I’m a little late in commenting, but I’ve been asked to give my opinion on the deal between Assembly Speaker John Gard and Governor Jim Doyle regarding the raising of the caps on school choice in Milwaukee by 7,500 students in exchange for a $25 million increase in the SAGE program over two years, with about a third of that money going to the Milwaukee Public Schools. (Yes, I occasionally take requests.)

I think it’s a decent deal for school choice supporters.

I think that reasonably, given a governor from a different party who owes his political existence in part to the teachers’ unions in this state, it was probably the best that Republicans could hope for. Remember, the deadline and the crisis was going to hurt the choice program. Thousands of kids could have found themselves unable to attend the school of their choice this fall. Eliminating the caps completely may have been desirable, and certainly should be the highest priority of the next governor, but it was not a likely outcome of the negotiations.

Missing the deadline may have hurt Doyle with one part of his constituency, African Americans with children in choice schools, but would have enhanced his stature with the teachers’ unions, and they contribute money. So, in a way, Doyle had the pressure of time on his side. However, the attack ads of the school choice side were raising the cost for Doyle to a level that he had to get their ads off the air and the situation under control.

Some have said school choice supporters have accused the governor of wanting to eliminate the program entirely. It’s certainly possible, but who knows what’s in the heart of Governor Jim Doyle? But even absent that evidence, we have evidence enough to convict him of casual indifference to the fates of school children enrolled in the program.

Each deal offered by the governor contained poison pill provisions designed to kill any possible deal. As the public battle waged on, Doyle took to lying about the willingness of school choice supporters to negotiate and lied about his own position as well. Realistically, had the governor stripped his proposals of those provisions unrelated to school choice a compromise may have been reached some time ago. Instead, he took lumps, and deserved them.

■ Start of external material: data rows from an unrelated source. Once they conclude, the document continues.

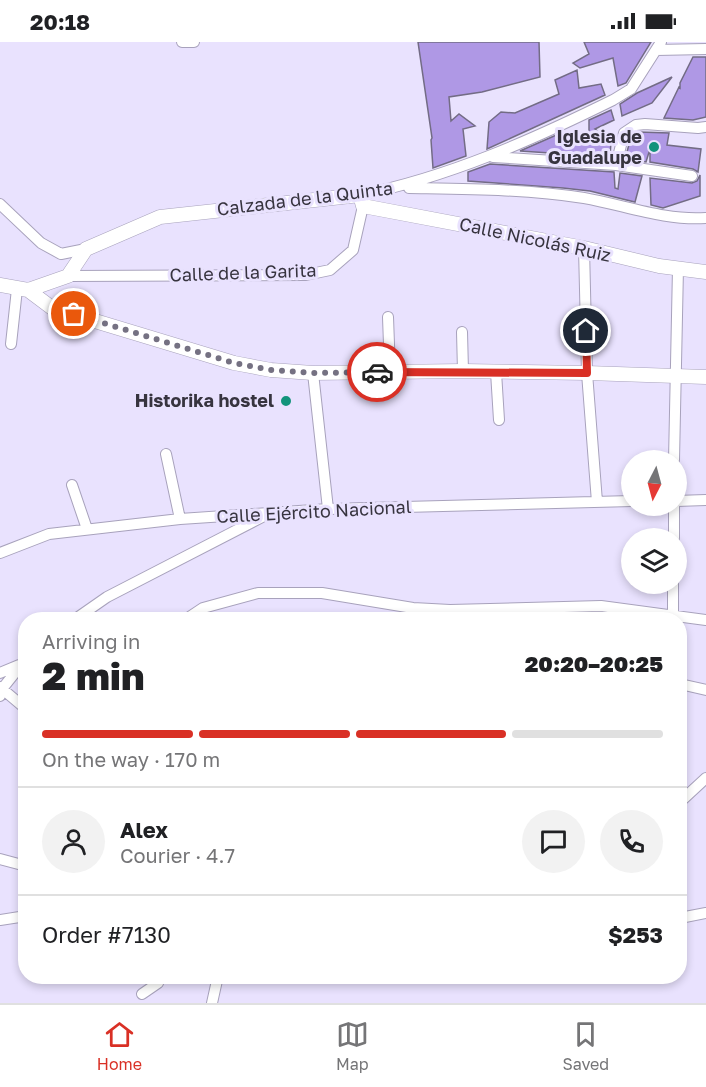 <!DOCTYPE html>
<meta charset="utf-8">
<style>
:root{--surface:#fff;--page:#f2f2f2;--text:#202124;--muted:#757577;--line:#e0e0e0;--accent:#d93025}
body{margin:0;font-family:"Golos Text",sans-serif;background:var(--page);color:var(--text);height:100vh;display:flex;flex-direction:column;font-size:22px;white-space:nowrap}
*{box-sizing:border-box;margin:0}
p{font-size:20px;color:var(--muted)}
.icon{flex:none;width:33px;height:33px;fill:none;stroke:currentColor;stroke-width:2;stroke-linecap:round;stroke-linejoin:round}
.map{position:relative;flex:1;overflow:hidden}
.drawer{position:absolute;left:18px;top:570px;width:669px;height:372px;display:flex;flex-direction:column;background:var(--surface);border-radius:24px;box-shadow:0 3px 9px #0003}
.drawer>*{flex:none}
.needle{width:39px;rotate:186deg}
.fabs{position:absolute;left:621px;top:408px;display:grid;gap:12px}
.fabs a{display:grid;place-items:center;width:66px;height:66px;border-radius:50%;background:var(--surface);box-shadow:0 3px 9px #0003;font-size:30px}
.pin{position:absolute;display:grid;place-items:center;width:51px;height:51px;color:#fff;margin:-26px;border:3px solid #fff;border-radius:50%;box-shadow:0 2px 6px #0007}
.courier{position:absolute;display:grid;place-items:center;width:60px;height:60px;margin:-30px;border:4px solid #d93025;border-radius:50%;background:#fff;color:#222;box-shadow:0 2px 8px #0007}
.head em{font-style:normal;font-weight:800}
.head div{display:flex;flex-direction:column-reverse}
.head{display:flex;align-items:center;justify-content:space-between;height:102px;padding:0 24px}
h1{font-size:39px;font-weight:800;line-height:45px}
.bar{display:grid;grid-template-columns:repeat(4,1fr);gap:9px 6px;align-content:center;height:72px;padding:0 24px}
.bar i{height:8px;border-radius:4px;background:var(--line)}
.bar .active{background:var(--accent)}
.bar p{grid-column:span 4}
.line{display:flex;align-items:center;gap:15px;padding:0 24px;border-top:2px solid var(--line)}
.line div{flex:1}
.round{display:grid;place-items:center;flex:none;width:63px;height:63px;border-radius:32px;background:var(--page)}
.status{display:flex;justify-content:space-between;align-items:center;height:42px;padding:0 30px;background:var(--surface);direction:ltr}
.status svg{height:16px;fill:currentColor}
.menu{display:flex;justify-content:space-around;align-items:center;height:84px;border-top:2px solid var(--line);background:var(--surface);font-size:16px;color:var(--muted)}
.menu a{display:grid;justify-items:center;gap:3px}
.menu .active{color:var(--accent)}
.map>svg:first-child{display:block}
.building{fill:#af98e5;stroke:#736c85;stroke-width:1.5}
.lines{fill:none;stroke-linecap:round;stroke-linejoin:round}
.minor-casing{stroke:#a8a2bc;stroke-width:12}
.tertiary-casing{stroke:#a8a2bc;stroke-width:15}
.minor{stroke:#fff;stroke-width:10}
.tertiary{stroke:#fff;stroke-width:14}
.done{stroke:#757182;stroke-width:6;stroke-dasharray:0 10.8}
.route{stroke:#d93025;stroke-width:8}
.poi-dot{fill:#12937b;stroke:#e9e2fe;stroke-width:2}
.labels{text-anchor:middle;stroke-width:6;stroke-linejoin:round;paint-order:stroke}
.poi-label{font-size:18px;font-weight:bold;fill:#37343f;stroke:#e9e2fe;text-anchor:end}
.street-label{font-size:18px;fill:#37343f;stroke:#e9e2fe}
</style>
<div class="status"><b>20:18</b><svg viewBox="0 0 49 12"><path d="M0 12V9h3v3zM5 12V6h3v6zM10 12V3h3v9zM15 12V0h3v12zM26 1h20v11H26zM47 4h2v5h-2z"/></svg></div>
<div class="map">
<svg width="706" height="961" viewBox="0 0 706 961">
<rect width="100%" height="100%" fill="#e9e2fe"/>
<path class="building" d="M418 0H539L540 35 482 50 449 55 451 79 459 72 475 84 463 87 466 114 433 126 431 98 432 96Z
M584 0H651L626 41 618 44 613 16 580 26 573 21 589 12Z
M693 15H706V75L693 78 664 76 679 45 680 46V41Z
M577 28 579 46 601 42 605 53 487 107 489 80 501 70 515 71 559 52 555 38Z
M672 35 652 61 622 74 620 62 637 51Z
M611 68 614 78 595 87 611 99 610 115 520 109 561 91 571 103 589 89V78Z
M639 90 669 91 667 103 701 107 698 130 693 127 650 120V107L646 120 625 117 630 99 638 100Z
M490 122 614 130 615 146 618 147 620 131 642 134 635 160 590 149 563 146 468 139V130Z
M700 133V154L663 166 651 163 650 136 692 141 697 139Z"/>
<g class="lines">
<g class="minor-casing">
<path id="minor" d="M182 0H194
M656 8 706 7
M493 115 616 123 692 134
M616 123 624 91 636 83 645 82 698 86 706 85
M409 146C468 147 526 147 584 156 624 163 665 179 706 176
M360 153C449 135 532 98 613 58L631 47 661 0
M0 162 41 201 61 212 86 207
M584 206 587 331 597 460
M68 234 306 233 330 228 353 208 363 164
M388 275 390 330
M462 290 463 329
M11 302 17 247
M496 330 499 378
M313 331 328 467
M166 412 180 477
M674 418 678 226
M72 443 87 487
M676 459 706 458
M674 496V464
M0 511 49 492 180 477 328 467 632 459
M74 578 107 555 266 473
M185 578 203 566 258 551H322L413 566 450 568 601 564 706 578
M673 578V542
M0 631 19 623
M680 642 706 648
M0 645 26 667
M0 654 2 647 26 617
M680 760 706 736
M0 817 26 824
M680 876 706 871
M0 878 26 874
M142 952 158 941 161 934
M212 961 218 934"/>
</g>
<g class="tertiary-casing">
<path id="tertiary" d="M0 243 28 248 68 234 86 207 160 175 360 153 363 164 584 206 659 224 706 230
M28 248 52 266 234 321 271 328 313 331 463 329 587 331 706 335"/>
</g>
<use href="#minor" class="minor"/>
<use href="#tertiary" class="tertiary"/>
</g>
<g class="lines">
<path class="done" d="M74 272 234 321 271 328 313 331 377 330"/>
<path class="route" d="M377 330 587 331 586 289"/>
</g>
<g class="poi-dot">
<circle cx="654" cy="105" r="6"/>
<circle cx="286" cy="359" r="6"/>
</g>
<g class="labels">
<g class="poi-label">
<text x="642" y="101">Iglesia de<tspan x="642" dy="21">Guadalupe</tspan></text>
<text x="274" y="365">Historika hostel</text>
</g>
<g class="street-label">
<text transform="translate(305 157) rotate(-7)" y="6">Calzada de la Quinta</text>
<text transform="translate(535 198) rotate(12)" y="6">Calle Nicolás Ruiz</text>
<text transform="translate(243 231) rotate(-2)" y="6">Calle de la Garita</text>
<text transform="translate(314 470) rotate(-3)" y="6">Calle Ejército Nacional</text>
</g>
</g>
</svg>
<div class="fabs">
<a><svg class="needle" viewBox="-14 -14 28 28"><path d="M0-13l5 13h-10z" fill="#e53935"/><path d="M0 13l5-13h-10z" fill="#757577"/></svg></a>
<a><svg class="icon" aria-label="layers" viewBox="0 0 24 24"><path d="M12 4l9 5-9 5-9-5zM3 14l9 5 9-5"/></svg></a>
</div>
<div class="pin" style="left:74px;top:272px;background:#ea580c"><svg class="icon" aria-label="bag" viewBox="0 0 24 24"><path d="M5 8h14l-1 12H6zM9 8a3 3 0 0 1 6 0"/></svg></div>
<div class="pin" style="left:586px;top:289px;background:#1f2937"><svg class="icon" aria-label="home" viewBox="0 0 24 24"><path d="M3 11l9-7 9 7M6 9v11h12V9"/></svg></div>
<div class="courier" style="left:377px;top:330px"><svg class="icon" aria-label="car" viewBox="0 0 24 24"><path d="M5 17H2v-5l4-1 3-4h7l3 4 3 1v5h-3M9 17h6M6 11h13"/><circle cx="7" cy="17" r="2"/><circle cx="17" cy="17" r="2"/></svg></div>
<section class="drawer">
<div class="head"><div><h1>2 min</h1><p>Arriving in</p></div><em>20:20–20:25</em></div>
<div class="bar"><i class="active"></i><i class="active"></i><i class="active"></i><i></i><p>On the way · 170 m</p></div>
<div class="line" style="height:108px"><a class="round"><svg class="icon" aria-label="person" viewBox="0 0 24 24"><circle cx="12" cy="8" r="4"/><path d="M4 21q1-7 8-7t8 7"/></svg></a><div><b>Alex</b><p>Courier · 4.7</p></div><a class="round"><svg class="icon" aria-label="chat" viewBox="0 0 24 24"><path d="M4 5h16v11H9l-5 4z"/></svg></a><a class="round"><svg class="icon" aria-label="phone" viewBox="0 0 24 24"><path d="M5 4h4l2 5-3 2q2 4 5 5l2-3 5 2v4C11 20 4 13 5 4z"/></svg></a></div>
<div class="line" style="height:78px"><div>Order #7130</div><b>$253</b></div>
</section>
</div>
<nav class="menu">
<a class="active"><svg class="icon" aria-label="home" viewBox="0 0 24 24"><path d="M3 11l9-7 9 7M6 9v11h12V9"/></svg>Home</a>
<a><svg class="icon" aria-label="map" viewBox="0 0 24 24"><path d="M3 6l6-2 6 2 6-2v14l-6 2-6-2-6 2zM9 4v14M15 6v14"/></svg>Map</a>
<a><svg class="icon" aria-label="saved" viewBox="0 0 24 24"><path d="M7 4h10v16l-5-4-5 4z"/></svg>Saved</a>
</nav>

I have had the misfortune then of seeing the spin afterwards. The Coriolis Force of Matt Flynn’s statement on Belling & Company yesterday praising the governor for his leadership nearly knocked me off my chair. Reading Folkbum today was a revelation of good partisanship gone bad. Fair enough to lament the tactics of our side, but do you really believe the governor won Friday?

In the end, school choice supporters got most of what they wanted. The governor got a little of what he wanted. But the real winners are the kids.